The other problem is one that Donald Shoup talks about extensively in his book, The High Cost of Free Parking.  Namely, often imprecise data points are given undue precision in a bias towards quantifiable results and numbers – precision and accuracy are two different things, and it is important not to conflate them:

HOW FAR IS IT from San Diego to San Francisco? An estimate of 632.125 miles is precise—but not accurate. An estimate of somewhere between 400 and 500 miles is less precise but more accurate because the correct answer is 460 miles. Nevertheless, if you had no idea how far it is from San Diego to San Francisco, whom would you believe: someone who confidently says 632.125 miles, or someone who tentatively says somewhere between 400 and 500 miles? Probably the first, because precision implies certainty.

This doesn’t disprove Jarrett’s point – there are still metrics that can be used for more qualitative factors – but the larger issue here is a move away from false precision and towards outcomes that are more accurate – outcomes that better reflect the true (qualitative and quantitative) nature of cities.

With that in mind, it’s interesting to read some reactions published in the National Journal (h/t Planetizen).

Anthony Shorris: The new approach laid out by Secretary Lahood should force a re-thinking of all of our evaluative tools — cost-benefit analysis, alternatives analysis, environmental impact statements — with an eye toward re-balancing them away from an excessive reliance on only those measures that can be readily quantified.  This re-thinking should be inter-departmental (including other agencies and OMB) and inter-disciplinary (including the perspectives of urban planners and designers as well as economists).  One thing the financial crash should have taught us is that there are limitations to even the most seemingly sophisticated financial models, and that apparently crisp spreadsheets are no substitute for the prudent exercise of judgment that the American people have a right to expect of their leaders.

William Millar, APTA: With the action taken by DOT to consider all the factors required by law, transit projects can now be looked at from a holistic perspective.
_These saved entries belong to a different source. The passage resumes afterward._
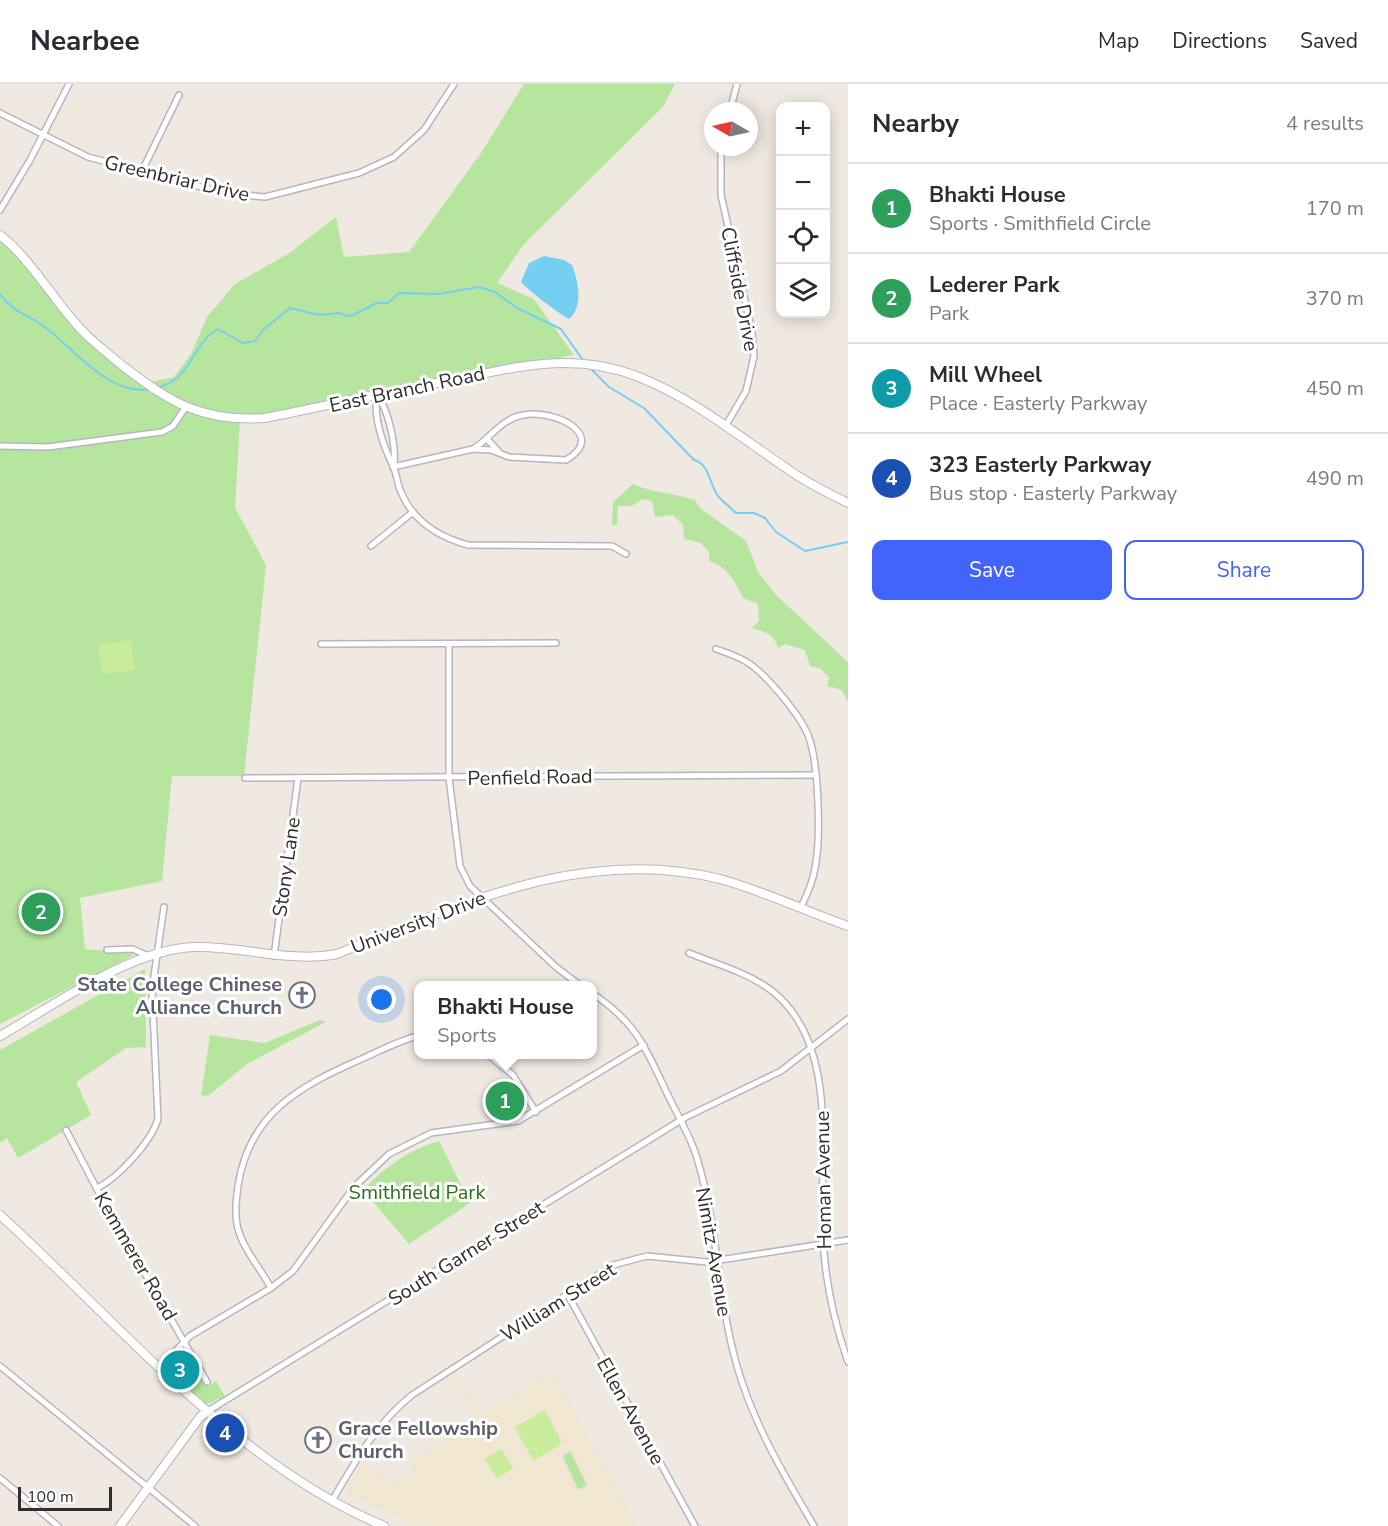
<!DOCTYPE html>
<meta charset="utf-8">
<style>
:root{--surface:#fff;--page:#f7f7f7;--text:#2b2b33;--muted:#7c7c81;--line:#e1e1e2;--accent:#4264fb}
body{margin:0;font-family:"Nunito Sans",sans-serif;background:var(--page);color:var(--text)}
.controls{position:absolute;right:18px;top:18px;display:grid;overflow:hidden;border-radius:12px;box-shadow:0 3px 15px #0003}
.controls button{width:54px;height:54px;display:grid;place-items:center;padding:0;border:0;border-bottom:2px solid var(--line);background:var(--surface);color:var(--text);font:30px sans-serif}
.compass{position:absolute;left:704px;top:18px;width:54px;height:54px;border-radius:50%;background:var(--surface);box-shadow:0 3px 15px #0003;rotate:279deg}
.scale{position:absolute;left:18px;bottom:15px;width:94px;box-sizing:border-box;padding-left:6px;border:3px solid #2e2e2e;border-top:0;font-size:16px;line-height:21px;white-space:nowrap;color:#2e2e2e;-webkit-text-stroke:4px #fff;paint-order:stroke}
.you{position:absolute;left:382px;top:916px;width:21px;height:21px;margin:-15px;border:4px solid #fff;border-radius:50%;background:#1a73e8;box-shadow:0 0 0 9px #1a73e833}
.badge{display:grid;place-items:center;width:39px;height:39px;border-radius:50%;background:var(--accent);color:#fff;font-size:20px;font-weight:700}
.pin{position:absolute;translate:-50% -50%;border:3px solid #fff;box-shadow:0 2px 6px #0006}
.popup{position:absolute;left:414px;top:897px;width:183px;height:78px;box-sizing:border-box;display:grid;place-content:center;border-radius:12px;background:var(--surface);filter:drop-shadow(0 2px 4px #0005);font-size:20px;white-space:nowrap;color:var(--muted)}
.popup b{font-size:22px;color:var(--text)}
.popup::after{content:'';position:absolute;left:50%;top:100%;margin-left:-12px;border:12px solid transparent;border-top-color:var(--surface)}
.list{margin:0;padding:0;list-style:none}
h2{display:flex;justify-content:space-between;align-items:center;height:78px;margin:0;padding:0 24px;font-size:26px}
h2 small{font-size:20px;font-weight:400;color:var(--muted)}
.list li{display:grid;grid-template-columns:39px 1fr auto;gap:18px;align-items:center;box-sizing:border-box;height:90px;padding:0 24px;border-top:2px solid var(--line)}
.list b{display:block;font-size:22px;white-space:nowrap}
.list p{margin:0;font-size:20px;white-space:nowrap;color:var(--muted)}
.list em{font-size:20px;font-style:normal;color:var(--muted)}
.actions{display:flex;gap:12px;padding:18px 24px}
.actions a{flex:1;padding:14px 0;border:2px solid var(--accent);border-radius:12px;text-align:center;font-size:21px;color:var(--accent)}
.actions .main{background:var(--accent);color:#fff}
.icon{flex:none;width:33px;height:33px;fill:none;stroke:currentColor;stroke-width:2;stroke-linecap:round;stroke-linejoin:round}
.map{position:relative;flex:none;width:848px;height:1442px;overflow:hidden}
header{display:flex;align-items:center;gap:36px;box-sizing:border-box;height:84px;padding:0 30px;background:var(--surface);border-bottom:2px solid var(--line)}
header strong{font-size:28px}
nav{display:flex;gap:33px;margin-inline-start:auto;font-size:21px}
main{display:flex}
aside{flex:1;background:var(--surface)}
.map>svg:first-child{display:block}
.education{fill:#f0e6d1}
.green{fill:#b6e59e}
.pitch{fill:#c9ec9a}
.water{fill:#75cff0}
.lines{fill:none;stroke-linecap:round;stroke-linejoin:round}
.stream{stroke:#75cff0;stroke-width:2}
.street-casing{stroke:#b4b7c1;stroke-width:8}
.secondary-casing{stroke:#b4b7c1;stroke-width:10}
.street{stroke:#fff;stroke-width:5}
.secondary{stroke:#fff;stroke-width:8}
.labels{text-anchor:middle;stroke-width:6;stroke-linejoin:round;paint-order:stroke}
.street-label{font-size:20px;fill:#2e2e2e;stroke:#fff}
.worship-label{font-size:20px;font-weight:bold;fill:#5b616d;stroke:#fff;text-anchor:end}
.park-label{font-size:20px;fill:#2c6e1b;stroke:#fff}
</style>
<header>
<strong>Nearbee</strong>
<nav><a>Map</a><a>Directions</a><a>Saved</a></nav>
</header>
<main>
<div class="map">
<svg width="848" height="1442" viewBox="0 0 848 1442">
<rect width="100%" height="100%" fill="#efe9e1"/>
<polygon class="education" points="553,1286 637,1442 418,1442 344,1410 362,1379 400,1400 410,1387 409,1377 478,1333 453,1293 457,1291 483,1330"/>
<g class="green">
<polygon points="524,0 675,0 663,23 524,160 497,199 534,215 574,271 240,336 235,424 266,481 244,692 172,692 162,797 80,814 85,865 135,870 0,940 0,151 74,238 145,299 174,293 191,270 207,233 235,200 288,170 336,133 344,173 409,168 481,69"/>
<path d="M 633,400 C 653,409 673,409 695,416 L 700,424 L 746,457 L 758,488 L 776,511 L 848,578 L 848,619 L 842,606 L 827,602 L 829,594 L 821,585 L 810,582 L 805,566 L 785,560 L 778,564 C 774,550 766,548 752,544 L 759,537 L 758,520 L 743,514 C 734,496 729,484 709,477 L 709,468 L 701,459 L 684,455 L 683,441 L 673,431 L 655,433 L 652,417 L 642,415 L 632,422 L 618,422 L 617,440 L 612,442 L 613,418 Z"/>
<polygon points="145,885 146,963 126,964 76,998 91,1031 18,1074 7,1054 0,1059 0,966"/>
<polygon points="320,936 326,938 247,980 208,1012 201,1011 210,951 265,959"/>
<path d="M 439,1057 L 470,1119 L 409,1160 L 363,1106 C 385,1083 408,1066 439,1057 Z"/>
<polygon points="184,1268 204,1300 209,1302 216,1297 225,1312 207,1320 169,1286 171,1277"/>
<polygon points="570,1367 587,1401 578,1406 563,1372"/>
</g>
<g class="pitch">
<polygon points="131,556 135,586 102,590 98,561"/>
<polygon points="545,1326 561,1357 559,1362 533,1377 515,1343"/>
<polygon points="501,1365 513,1384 497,1395 485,1375"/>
</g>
<path class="water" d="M 544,172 L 564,176 L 572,181 C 578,197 584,222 569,235 C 564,234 523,202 521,198 L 529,179 Z"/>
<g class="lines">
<g class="stream">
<path d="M 0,210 C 16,231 26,229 45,243 C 74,265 110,313 151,305"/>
<path d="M 589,283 L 609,303 L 644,324 L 694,376 C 710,380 709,400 718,412 C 723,418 730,423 736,429 L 754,429 L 765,434 L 776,448 L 805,467 L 848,458"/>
<path d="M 156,304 C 193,296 190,261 218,245 L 243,259 L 255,257 L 264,245 L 290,224 L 319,231 L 340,229 L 347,232 L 353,231 L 377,219 L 388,219 L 399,209 L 438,210 L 479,203 L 495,208 L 517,224 L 561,245 L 585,279"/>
</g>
<g class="street-casing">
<g id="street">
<polyline points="730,27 737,0"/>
<polyline points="0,29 88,73 224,109 265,113 359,89 394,73 424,46 454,0"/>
<polyline points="721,63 721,111 752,248 754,272 746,307 726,341"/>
<polyline points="142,87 179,11"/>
<polyline points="0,126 30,76 69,0"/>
<path d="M 377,311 C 373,334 383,361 393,382 C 397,390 397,400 401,408 C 413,437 439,453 468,461 L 612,462 L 626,470"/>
<path d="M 377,311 C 389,327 396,361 394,381"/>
<polyline points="487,355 499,368"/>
<polyline points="0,362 48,363 162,348 173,342 185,324"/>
<path d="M 393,383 L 473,365 L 491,366 L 509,373 L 566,376 C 608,351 555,325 523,331 C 501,335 491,354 473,365"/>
<polyline points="371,462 413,428"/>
<polyline points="321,560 556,559"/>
<polyline points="449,560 449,694 460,782 470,802 556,883 581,902"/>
<path d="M 716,565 C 728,569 740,573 750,580 C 768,593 800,631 808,651 C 819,678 821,755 815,784 C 813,798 807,811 801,823"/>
<polyline points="245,694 816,691"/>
<polyline points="107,866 133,865 148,872"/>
<path d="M 689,869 C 716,880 749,889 772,907 C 842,962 818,1078 823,1154 C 825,1196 834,1238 848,1278"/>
<polyline points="274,872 298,694"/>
<path d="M 592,909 C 635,938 644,960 665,1005 C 675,1027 689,1049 696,1071 C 718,1140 717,1213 737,1282 C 753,1339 784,1391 814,1442"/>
<polyline points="487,970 513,991 536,1028"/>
<polyline points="66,1046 99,1109 207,1298"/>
<path d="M 97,1104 C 118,1094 151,1058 158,1035 L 152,906 L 164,823"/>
<path d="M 271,1204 C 261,1185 245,1168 239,1148 C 234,1134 236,1117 238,1102 C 249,1030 298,1003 359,976 C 378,968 397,957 418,952"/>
<polyline points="568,1211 695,1442"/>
<polyline points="0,1282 195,1442"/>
<polyline points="159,1284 190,1252 271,1204 293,1187 354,1103 389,1070 431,1049 518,1037 644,961"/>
<polyline points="208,1327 686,1033 781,987 848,935"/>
<polyline points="0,1394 58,1442"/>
<path d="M 333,1415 C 356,1376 376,1340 412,1311 L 613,1181 L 647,1172 L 707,1178 L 848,1156"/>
</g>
</g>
<g class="secondary-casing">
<g id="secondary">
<path d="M 0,151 C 29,174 48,207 72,235 C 86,253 105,267 123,282 C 171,319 202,338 265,334 C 326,322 386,308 447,297 C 515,284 570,266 639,293 C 694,315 740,353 789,386 C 807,399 828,409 848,419"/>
<path d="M 0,952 C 54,921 134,864 195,863 C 244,862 289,879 337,870 C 460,821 583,761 720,795 C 764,807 805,827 848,842"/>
<path d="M 0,1131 C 118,1238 235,1380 384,1442"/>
<polyline points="120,1442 200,1333 208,1327"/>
</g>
</g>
<use href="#street" class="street"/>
<use href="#secondary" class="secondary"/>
</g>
<defs>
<g id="church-ring" transform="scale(1.35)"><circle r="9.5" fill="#fff" stroke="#6b7280" stroke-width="1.5"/><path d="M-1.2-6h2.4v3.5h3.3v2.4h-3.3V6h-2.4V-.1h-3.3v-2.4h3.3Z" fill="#6b7280"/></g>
</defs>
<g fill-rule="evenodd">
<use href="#church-ring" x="302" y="911"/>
<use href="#church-ring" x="318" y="1356"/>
</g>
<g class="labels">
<g class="street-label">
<text transform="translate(177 94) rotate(13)" y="7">Greenbriar Drive</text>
<text transform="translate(740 205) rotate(79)" y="7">Cliffside Drive</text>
<text transform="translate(407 305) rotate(-12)" y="7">East Branch Road</text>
<text transform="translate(530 693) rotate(-1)" y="7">Penfield Road</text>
<text transform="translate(286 783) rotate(-82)" y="7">Stony Lane</text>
<text transform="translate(418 838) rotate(-21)" y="7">University Drive</text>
<text transform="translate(823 1096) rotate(-91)" y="7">Homan Avenue</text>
<text transform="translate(714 1168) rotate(80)" y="7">Nimitz Avenue</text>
<text transform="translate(466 1169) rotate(-32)" y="7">South Garner Street</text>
<text transform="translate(136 1172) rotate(60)" y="7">Kemmerer Road</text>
<text transform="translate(558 1218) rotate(-32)" y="7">William Street</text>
<text transform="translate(631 1327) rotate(61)" y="7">Ellen Avenue</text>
</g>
<g class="worship-label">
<text x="282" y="907">State College Chinese<tspan x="282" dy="23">Alliance Church</tspan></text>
<text x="338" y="1351" text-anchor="start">Grace Fellowship<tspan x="338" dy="23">Church</tspan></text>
</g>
<g class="park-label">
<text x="417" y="1115">Smithfield Park</text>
</g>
</g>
</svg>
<div class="controls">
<button>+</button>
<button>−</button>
<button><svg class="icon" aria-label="locate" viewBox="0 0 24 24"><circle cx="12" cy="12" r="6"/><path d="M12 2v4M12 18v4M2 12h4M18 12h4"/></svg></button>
<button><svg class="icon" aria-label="layers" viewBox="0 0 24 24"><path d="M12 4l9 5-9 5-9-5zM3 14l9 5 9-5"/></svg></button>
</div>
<svg class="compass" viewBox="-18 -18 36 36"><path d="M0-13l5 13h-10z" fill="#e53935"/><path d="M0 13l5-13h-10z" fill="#7c7c81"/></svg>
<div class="scale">100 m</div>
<div class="you"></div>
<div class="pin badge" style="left:505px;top:1017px;background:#2e9e5b">1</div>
<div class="popup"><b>Bhakti House</b>Sports</div>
<div class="pin badge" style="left:41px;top:828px;background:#2e9e5b">2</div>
<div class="pin badge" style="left:180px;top:1286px;background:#0f9aa8">3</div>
<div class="pin badge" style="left:225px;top:1349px;background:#1a4fb4">4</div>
</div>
<aside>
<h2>Nearby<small>4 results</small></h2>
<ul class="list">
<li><span class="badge" style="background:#2e9e5b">1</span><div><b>Bhakti House</b><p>Sports · Smithfield Circle</p></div><em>170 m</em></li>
<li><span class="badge" style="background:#2e9e5b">2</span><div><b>Lederer Park</b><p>Park</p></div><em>370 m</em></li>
<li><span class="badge" style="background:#0f9aa8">3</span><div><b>Mill Wheel</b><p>Place · Easterly Parkway</p></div><em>450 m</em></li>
<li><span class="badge" style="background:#1a4fb4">4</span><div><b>323 Easterly Parkway</b><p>Bus stop · Easterly Parkway</p></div><em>490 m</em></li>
</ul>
<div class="actions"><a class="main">Save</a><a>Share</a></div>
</aside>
</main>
By judging a project on the multiple benefits it offers (i.e. mobility, economic development, environmental impact, land use improvements etc.), a well-rounded and more informed decision can be made. By removing the barrier that the Bush Administration implemented, the process is now in alignment with how it was originally intended to be.

Projects must still be cost effective and meet at least an overall medium rating in project justification and local financing. However, now, instead of a narrow prism through which to judge a project, a wider lens will offer a larger perspective. It should encourage innovative projects to be proposed and funded.